YOUR INSTRUCTIONS: Report the lines of the data below that contain the string "fillStyle".

PROVIDED RECORDS:
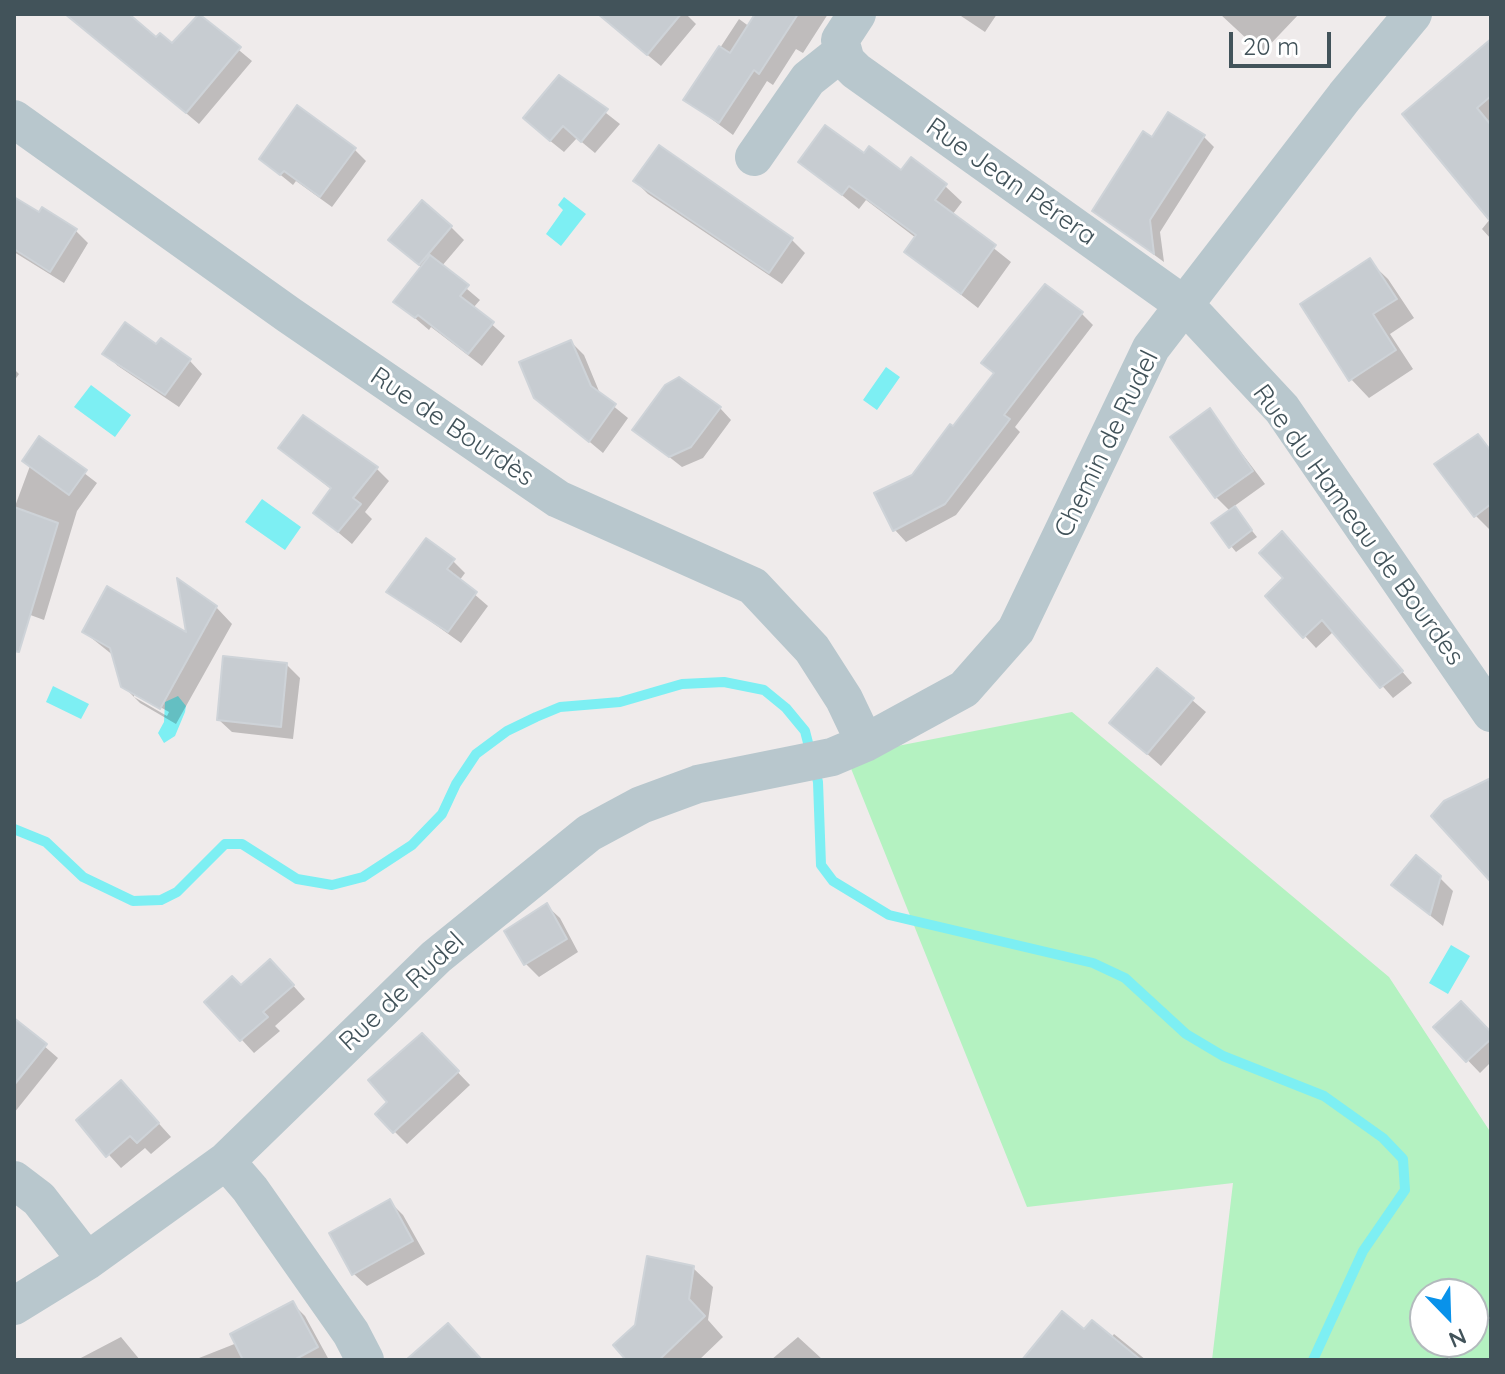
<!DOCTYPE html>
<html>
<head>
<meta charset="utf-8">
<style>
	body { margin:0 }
	#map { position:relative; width:1505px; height:1374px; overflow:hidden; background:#efebeb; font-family:Quicksand,sans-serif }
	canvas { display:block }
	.frame { position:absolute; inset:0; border:16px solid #42535a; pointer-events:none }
	.north { position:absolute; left:1409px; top:1278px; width:80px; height:80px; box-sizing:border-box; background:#fff; border:2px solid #b3babd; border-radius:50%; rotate:157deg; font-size:22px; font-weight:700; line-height:32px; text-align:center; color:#42535a }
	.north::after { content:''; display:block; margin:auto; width:28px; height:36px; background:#0992ea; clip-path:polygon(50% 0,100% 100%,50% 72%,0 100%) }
	.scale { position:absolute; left:1229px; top:32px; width:102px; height:36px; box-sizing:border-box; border:4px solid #42535a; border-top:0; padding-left:10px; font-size:24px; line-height:28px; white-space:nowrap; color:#42535a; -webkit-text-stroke:6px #fff; paint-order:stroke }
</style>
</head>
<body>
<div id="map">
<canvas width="1505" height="1374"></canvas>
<div class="frame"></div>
<div class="north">N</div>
<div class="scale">20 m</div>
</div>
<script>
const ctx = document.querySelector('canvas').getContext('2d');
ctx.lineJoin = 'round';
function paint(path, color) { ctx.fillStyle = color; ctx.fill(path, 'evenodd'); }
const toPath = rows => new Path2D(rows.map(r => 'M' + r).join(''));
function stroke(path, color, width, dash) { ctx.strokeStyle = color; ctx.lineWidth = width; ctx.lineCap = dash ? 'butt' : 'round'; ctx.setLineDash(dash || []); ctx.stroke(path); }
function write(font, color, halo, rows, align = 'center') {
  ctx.font = font + ' Quicksand,sans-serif'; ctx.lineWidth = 6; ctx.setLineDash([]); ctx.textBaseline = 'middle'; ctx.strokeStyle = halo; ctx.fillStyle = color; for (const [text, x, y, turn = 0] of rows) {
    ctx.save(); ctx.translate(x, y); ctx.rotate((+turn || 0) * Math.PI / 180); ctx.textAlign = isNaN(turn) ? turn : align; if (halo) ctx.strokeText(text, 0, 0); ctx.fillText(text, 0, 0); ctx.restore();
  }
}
const green = toPath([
	[1072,712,1389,977,1491,1133,1491,1360,1212,1360,1233,1183,1027,1207,846,756],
	[1425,1294,1473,1294,1473,1342,1425,1342]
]);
const water = toPath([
	[564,197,586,214,561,246,546,234,563,210,558,205],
	[886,367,900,377,877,410,863,400],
	[91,385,131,415,115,437,74,407],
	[262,499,301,527,285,550,245,522],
	[53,686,89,704,81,719,46,702],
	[178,696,186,706,185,712,175,736,164,743,158,733,164,722,165,702],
	[1451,945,1470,956,1448,994,1429,983]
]);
const shadow = toPath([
	[68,14,125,14,156,40,173,46,198,16,252,61,199,124],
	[613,14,686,14,696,24,661,66,621,33],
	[758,14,828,14,803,53,796,49,773,85,767,81,733,135,686,100,739,19,750,27],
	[958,14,997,14,985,32],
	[1220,14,1299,14,1262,53],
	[1491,58,1491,239,1482,229,1491,218,1404,114],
	[560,77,620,124,595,153,577,138,564,152,538,131],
	[1203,136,1214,147,1160,232,1164,262,1094,211,1152,140],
	[659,148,792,240,805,253,782,284,648,194,635,181],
	[354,149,366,161,332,207,296,181,293,185,261,159],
	[864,156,945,186,962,202,952,215,1011,262,978,308,906,252,916,238,866,200,859,209,801,162],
	[14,199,75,230,88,243,64,283,14,252],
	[451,227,464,240,441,267,480,300,473,308,505,336,482,366,431,327,429,330,396,302,422,268,391,240],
	[1369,261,1388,279,1414,318,1390,334,1413,369,1369,398,1351,379],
	[1082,314,1093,325,1015,427,1020,432,956,515,906,542,895,530,877,494,913,476,995,374,984,363],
	[571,342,584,355,601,396,628,418,603,453,536,397],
	[157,347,190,361,202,374,179,407,118,366,105,354],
	[14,369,19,374,14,381],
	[720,408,731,420,703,458,682,467,635,430],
	[1210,411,1265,484,1233,507,1257,537,1236,552,1231,546,1231,512,1216,497],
	[1477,437,1491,451,1491,531,1475,515],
	[40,439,97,483,77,511,44,620,14,609,14,509],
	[280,448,376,468,389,481,365,512,372,519,352,544,315,513,332,490],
	[1294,545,1412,683,1393,698,1334,631,1316,648,1305,636,1286,579],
	[453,561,465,573,459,581,488,606,461,643,388,591],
	[216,607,232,624,176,724,140,703,123,686,114,656,84,632,189,636],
	[134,692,169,712,167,716,134,697],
	[287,665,300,678,293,739,232,732,219,720],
	[1157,670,1206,712,1161,766,1112,723],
	[1440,878,1453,891,1443,926,1393,885],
	[547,906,560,918,578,952,539,977,526,964,507,932],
	[283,974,305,999,275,1026,280,1031,254,1053,207,1002],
	[14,1020,58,1058,14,1113],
	[1436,1027,1491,1034,1491,1062,1480,1073],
	[422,1035,470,1085,407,1144,377,1114,390,1102],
	[134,1096,171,1137,151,1154,145,1148,121,1168,78,1121],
	[390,1202,403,1215,425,1254,367,1286,354,1274],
	[693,1268,713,1287,708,1320,723,1337,699,1360,629,1360],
	[292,1303,305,1316,329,1360,194,1360,237,1343],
	[1085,1332,1111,1338,1114,1334,1146,1360,1034,1360],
	[121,1337,140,1360,80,1360,79,1359],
	[798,1337,823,1360,771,1360]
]);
const stream = toPath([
	[14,829,46,842,83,877,133,901,161,900,177,892,225,844,242,844,297,879,332,885,363,877,412,845,442,814,456,784,476,754,507,731,536,717,560,707,620,702,682,684,724,682,764,690,786,708,805,731,818,782,821,865,833,881,889,915,1093,963,1125,978,1186,1034,1223,1056,1324,1096,1383,1138,1403,1159,1405,1190,1363,1251,1313,1360]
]);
const building = toPath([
	[65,14,129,14,156,37,160,33,172,43,199,14,241,47,186,113,65,14],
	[598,14,681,14,647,55,598,14],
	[755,14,798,14,759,74,754,70,719,123,683,100,719,46,730,53,755,14],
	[1491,39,1491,96,1477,108,1491,125,1491,222,1402,114,1491,39],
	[559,75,608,109,581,142,563,126,550,141,523,118,559,75],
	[297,105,356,148,320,197,284,171,280,175,259,159,297,105],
	[1168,112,1205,135,1150,220,1154,254,1092,211,1143,131,1152,137,1168,112],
	[825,125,864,153,869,146,901,170,911,157,947,184,935,200,996,245,961,294,904,252,916,235,849,186,842,195,798,162,825,125],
	[659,145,793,238,769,273,633,181,659,145],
	[14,197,39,212,42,207,77,229,50,272,14,249,14,197],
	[422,200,452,226,419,265,388,240,422,200],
	[430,255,469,285,460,296,494,322,468,354,418,315,415,318,393,302,430,255],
	[1370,258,1397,299,1373,314,1396,350,1349,381,1300,304,1370,258],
	[1045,284,1083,312,1004,415,1010,419,945,504,893,531,874,493,912,475,950,424,953,426,994,373,981,363,1045,284],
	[125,322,156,344,161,338,191,359,165,395,102,354,125,322],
	[571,340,591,386,616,404,589,442,534,398,519,362,571,340],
	[679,377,721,407,691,447,669,457,632,430,665,385,679,377],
	[1210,408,1253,471,1215,498,1170,437,1210,408],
	[303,415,378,467,353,498,361,504,338,532,313,513,331,488,278,448,303,415],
	[1478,434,1491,451,1491,504,1474,517,1434,464,1478,434],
	[39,436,87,470,69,495,22,461,39,436],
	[1235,506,1252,530,1229,548,1211,523,1235,506],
	[14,507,58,523,19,652,14,651,14,507],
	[1282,531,1403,671,1380,688,1322,620,1303,638,1265,596,1283,578,1259,553,1282,531],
	[426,538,455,559,447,569,477,592,448,632,386,592,426,538],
	[177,578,217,606,160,709,121,687,110,648,82,632,107,586,186,632,177,578],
	[223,656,287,663,281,727,217,720,223,656],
	[1157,668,1194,698,1147,754,1109,723,1157,668],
	[1491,778,1491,882,1431,816,1444,801,1491,778],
	[1416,855,1441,876,1430,915,1391,885,1416,855],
	[547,903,567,939,524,965,504,931,547,903],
	[270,959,294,985,263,1012,268,1017,240,1041,204,1002,232,976,241,985,270,959],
	[1461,1001,1491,1032,1491,1039,1466,1062,1433,1027,1461,1001],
	[14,1018,47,1044,14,1085,14,1018],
	[422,1033,459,1071,393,1133,375,1114,387,1102,368,1080,422,1033],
	[121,1080,159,1123,137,1143,130,1136,106,1157,76,1120,121,1080],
	[390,1199,413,1241,352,1275,329,1233,390,1199],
	[647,1256,694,1266,689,1299,705,1316,659,1360,626,1360,613,1345,635,1325,647,1256],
	[293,1301,318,1347,294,1360,243,1360,230,1334,293,1301],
	[1062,1311,1084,1329,1092,1320,1141,1360,1022,1360,1062,1311],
	[448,1323,482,1360,406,1360,448,1323]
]);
const minor = toPath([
	[857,14,840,40,846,61,856,71,1187,307,1282,409,1491,713],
	[14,119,289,315,558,499,753,586,812,649,844,699,865,743],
	[754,157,808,79,842,52],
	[226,1161,250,1189,351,1333,365,1360],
	[14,1180,39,1199,87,1261],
	[14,1306,87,1261,226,1161,436,957,589,833,641,805,698,784,832,757,865,743,964,689,1016,630,1151,348,1345,96,1413,14]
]);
const streetNames = [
	["Rue Jean Pérera",1011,182,35],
	["Rue de Bourdès",452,427,34],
	["Chemin de Rudel",1107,444,-64],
	["Rue du Hameau de Bourdes",1358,525,54],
	["Rue de Rudel",402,992,-43]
];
paint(green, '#b4f2c1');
paint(water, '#7deff3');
paint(shadow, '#0003');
stroke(stream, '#7deff3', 10);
paint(building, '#c7ccd1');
stroke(building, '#ced3d8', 2);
stroke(minor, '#b8c7cd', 38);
write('26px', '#42535a', '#fff', streetNames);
</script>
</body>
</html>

EXERCISE SOLUTION:
function paint(path, color) { ctx.fillStyle = color; ctx.fill(path, 'evenodd'); }
  ctx.font = font + ' Quicksand,sans-serif'; ctx.lineWidth = 6; ctx.setLineDash([]); ctx.textBaseline = 'middle'; ctx.strokeStyle = halo; ctx.fillStyle = color; for (const [text, x, y, turn = 0] of rows) {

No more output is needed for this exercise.